A Look Downstream: Thoughtful Water Infrastructure Planning May Yield Economies of Flexibility
Three big trends are coming, said Ken Conca, Professor at American University’s School for International Service at a recent Wilson Center event that explored the future of water. “We’ll be storing a lot more water,” he said. “We’ll be recycling a lot more water. And we’ll be thinking much more systematically and foundationally about flood risk.”
To meet the water challenges of the next 30 to 50 years, water storage will become increasingly important to smooth out extremes, to buffer against shortages, and to replace natural storage that we’re losing as snowpack and ice melt begin to vanish in a greenhouse world, he said. Water recycling will become a tool to enhance the water supply and reduce the energy and conservation costs of our current inefficient water system.
Inefficient Use of Water
For example, Conca said that we clean water to world class drinking standards and use a large amount of energy to pump it to your toilet. If your toilet is more than 20 years old, with two flushes of that to make a few ounces of urine go away, you have just flushed away what the World Health Organization says is the daily survivable minimum of water for immediate personal use. “That is not a smart system, and that is going to start to change,” he added.
Conca also predicted that more attention will go to combatting flood risk, particularly the “double-exposure” that coastal communities face. On the one hand, they’re exposed not only to intensifying storms from the sea and higher sea levels. On the other, they are vulnerable to the danger of flash flooding from heavy rains, like those from Hurricane Harvey that stalled over and inundated Houston.
While climate change is obviously one of the drivers behind these adaptation trends, it isn’t the only one, he said. Other drivers include the shifting dynamics of water economics and a variety of new actors, such as the Department of Defense, which are taking actions to manage their exposure to risk and making much needed updates to existing water infrastructure. “That’s one of the really key points,” he said. “We have to get the infrastructure decisions right.” Longevity poses a planning challenge, given that new water infrastructure may need to survive more than a hundred years.

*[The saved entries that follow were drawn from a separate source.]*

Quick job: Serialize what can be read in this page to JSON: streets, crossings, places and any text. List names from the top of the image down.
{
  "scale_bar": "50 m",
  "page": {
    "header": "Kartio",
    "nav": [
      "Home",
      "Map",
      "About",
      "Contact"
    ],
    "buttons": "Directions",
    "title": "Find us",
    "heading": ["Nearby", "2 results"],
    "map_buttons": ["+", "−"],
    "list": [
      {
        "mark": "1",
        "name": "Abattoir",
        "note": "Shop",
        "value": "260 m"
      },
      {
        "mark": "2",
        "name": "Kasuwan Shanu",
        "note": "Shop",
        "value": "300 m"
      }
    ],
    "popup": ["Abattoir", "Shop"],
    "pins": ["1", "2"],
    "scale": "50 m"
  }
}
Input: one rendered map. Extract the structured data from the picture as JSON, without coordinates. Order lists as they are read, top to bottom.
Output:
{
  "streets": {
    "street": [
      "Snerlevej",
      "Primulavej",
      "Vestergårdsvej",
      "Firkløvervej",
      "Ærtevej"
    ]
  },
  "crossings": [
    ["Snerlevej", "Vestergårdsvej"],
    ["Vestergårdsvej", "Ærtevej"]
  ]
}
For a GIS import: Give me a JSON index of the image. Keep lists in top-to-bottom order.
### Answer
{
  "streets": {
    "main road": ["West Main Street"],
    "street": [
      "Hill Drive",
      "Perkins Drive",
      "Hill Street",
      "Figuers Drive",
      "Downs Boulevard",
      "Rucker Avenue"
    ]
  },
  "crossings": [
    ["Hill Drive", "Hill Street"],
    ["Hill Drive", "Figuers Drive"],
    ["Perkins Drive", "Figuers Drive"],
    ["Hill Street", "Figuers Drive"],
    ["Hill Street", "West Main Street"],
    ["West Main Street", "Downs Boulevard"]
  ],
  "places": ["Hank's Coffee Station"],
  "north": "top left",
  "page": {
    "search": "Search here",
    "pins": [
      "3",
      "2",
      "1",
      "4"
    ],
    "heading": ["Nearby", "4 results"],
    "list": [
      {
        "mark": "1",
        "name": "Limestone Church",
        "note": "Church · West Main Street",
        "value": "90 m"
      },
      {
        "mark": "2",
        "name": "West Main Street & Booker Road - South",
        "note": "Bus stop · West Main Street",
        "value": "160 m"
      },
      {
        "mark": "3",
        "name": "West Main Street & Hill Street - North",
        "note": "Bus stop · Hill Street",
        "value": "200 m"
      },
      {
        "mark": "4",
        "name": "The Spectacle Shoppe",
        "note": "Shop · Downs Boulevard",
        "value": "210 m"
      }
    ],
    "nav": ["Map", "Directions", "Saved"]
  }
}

Unintended social and ecological consequences of infrastructure decisions could also have a large effect on “the peace and conflict dimensions that we will have to pay attention to as well,” he said. Disputes may arise when big dam projects do not consider environmental or human rights consequences, when livelihoods and profits are altered by the use of recycled water, and when flood protection affects property values and the way of life in historic neighborhoods and communities.
While in aggregate, the big trends may look like positive adaptations that will increase resilience and further risk management, Conca pointed to a downside. They are laden with tremendous potential for injustice, for inequality, for contentiousness, and for conflict, violent or otherwise. “I’d like to stress that it’s not enough to capture the macro-benefits to society of these broad adjustments that we know are coming and that we know make sense writ large,” he said. “We have to manage the micro-considerations. Who wins? Who loses? Whose voice? How do we spot the unintended consequences? How do we spot the second-order effects?”
Water Project Micro-effects
For many people, the second-order and unintended effects are the real story, Conca says. “As we get climate smart, we also have to get conflict smart and equity smart.” To do so competitively, we must put more time into decision-making and consider the micro-effects of water infrastructure projects. If these effects are over-looked, production based on the principles of economies of scale appears to be the most cost effective strategy in designing water infrastructure.
For example, building one big pile of concrete and generating 1,000 megawatts in one project is much more efficient than 10 projects generating 100 megawatts each or 1,000 projects that produce one megawatt each. However, with factors such as changing land and water prices, updated environmental regulations, and a variety of social considerations, economies of scale eventually may turn into “diseconomies” of scale.
Economies of Flexibility
“We don’t know what the future is going to entail,” Conca said. “There is a value that we can price in delaying a decision until you have more information,” he said, and in the ability to change your mind. These advantages form a cost efficient “economy of flexibility” by adapting and adjusting water infrastructure decisions to a variety of ever-changing challenges. These “economies of flexibility” eventually outweigh economies of scale in the long-term future of water infrastructure.